ACTIVITY: Would you repeat exactly the part of the listing below that runs from the line containing "function label(font, color, halo, rows, align" down to the line containing "[533,1404,573,1403,664,1393]", inclusive, and nothing else?

ENTRIES PROVIDED:
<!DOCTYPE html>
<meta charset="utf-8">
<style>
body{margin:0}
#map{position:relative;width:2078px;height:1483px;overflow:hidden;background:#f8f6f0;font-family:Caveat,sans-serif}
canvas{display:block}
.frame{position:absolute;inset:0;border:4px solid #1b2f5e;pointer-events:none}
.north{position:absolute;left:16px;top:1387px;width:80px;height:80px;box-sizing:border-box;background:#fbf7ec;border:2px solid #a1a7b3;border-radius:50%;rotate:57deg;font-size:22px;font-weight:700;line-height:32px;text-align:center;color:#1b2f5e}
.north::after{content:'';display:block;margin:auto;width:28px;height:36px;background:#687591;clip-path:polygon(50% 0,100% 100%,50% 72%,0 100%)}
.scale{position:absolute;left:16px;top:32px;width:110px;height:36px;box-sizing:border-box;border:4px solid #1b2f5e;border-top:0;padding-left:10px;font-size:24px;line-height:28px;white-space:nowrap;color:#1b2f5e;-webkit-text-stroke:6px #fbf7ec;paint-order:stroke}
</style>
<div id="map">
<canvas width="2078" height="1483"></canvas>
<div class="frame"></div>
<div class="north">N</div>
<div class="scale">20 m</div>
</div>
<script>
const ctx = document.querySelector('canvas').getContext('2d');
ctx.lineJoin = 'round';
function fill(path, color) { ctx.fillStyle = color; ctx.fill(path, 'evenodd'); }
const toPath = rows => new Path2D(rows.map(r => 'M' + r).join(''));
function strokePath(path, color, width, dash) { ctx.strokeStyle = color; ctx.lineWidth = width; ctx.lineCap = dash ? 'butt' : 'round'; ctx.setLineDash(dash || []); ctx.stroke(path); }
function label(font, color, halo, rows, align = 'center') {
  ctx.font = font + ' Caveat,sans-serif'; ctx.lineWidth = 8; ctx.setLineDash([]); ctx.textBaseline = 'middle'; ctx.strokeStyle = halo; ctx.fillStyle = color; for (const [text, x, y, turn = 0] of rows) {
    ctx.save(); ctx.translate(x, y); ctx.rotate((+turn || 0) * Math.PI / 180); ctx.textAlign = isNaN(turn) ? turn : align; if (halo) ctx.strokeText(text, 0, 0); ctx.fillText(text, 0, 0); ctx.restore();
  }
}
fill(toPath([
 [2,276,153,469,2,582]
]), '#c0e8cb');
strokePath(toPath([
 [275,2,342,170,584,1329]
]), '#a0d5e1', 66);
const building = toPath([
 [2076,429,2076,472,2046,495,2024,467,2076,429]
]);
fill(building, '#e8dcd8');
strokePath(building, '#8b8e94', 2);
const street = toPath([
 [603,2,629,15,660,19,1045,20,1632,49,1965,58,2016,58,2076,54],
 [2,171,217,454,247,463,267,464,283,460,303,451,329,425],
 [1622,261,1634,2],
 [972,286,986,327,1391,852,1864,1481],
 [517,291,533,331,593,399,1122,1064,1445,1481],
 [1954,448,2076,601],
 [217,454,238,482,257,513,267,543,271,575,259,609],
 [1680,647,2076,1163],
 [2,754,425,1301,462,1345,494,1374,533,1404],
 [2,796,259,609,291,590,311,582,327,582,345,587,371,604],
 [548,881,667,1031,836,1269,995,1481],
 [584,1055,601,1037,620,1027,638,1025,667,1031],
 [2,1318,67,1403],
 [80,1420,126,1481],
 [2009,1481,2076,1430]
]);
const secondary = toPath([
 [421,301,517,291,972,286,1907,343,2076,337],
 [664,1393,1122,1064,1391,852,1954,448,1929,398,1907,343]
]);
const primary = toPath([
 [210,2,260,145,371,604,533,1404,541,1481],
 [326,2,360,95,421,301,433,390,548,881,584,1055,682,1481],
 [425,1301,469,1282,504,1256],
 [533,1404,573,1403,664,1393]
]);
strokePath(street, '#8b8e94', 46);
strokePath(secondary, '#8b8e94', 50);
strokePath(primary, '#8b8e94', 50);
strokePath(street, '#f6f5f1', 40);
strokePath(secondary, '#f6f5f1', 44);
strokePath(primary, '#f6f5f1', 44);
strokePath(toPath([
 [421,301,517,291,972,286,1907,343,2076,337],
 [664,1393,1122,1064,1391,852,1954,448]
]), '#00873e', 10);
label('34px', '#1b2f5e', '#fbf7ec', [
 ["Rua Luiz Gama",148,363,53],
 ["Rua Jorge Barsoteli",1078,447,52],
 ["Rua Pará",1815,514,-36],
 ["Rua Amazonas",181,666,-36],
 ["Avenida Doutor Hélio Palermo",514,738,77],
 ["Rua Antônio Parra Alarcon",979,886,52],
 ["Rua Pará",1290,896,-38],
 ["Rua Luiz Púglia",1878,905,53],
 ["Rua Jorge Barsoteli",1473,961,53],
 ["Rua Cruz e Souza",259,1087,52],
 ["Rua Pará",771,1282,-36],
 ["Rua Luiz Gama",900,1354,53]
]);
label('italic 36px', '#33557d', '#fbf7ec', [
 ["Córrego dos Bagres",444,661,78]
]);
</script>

EXERCISE RESPONSE:
function label(font, color, halo, rows, align = 'center') {
  ctx.font = font + ' Caveat,sans-serif'; ctx.lineWidth = 8; ctx.setLineDash([]); ctx.textBaseline = 'middle'; ctx.strokeStyle = halo; ctx.fillStyle = color; for (const [text, x, y, turn = 0] of rows) {
    ctx.save(); ctx.translate(x, y); ctx.rotate((+turn || 0) * Math.PI / 180); ctx.textAlign = isNaN(turn) ? turn : align; if (halo) ctx.strokeText(text, 0, 0); ctx.fillText(text, 0, 0); ctx.restore();
  }
}
fill(toPath([
 [2,276,153,469,2,582]
]), '#c0e8cb');
strokePath(toPath([
 [275,2,342,170,584,1329]
]), '#a0d5e1', 66);
const building = toPath([
 [2076,429,2076,472,2046,495,2024,467,2076,429]
]);
fill(building, '#e8dcd8');
strokePath(building, '#8b8e94', 2);
const street = toPath([
 [603,2,629,15,660,19,1045,20,1632,49,1965,58,2016,58,2076,54],
 [2,171,217,454,247,463,267,464,283,460,303,451,329,425],
 [1622,261,1634,2],
 [972,286,986,327,1391,852,1864,1481],
 [517,291,533,331,593,399,1122,1064,1445,1481],
 [1954,448,2076,601],
 [217,454,238,482,257,513,267,543,271,575,259,609],
 [1680,647,2076,1163],
 [2,754,425,1301,462,1345,494,1374,533,1404],
 [2,796,259,609,291,590,311,582,327,582,345,587,371,604],
 [548,881,667,1031,836,1269,995,1481],
 [584,1055,601,1037,620,1027,638,1025,667,1031],
 [2,1318,67,1403],
 [80,1420,126,1481],
 [2009,1481,2076,1430]
]);
const secondary = toPath([
 [421,301,517,291,972,286,1907,343,2076,337],
 [664,1393,1122,1064,1391,852,1954,448,1929,398,1907,343]
]);
const primary = toPath([
 [210,2,260,145,371,604,533,1404,541,1481],
 [326,2,360,95,421,301,433,390,548,881,584,1055,682,1481],
 [425,1301,469,1282,504,1256],
 [533,1404,573,1403,664,1393]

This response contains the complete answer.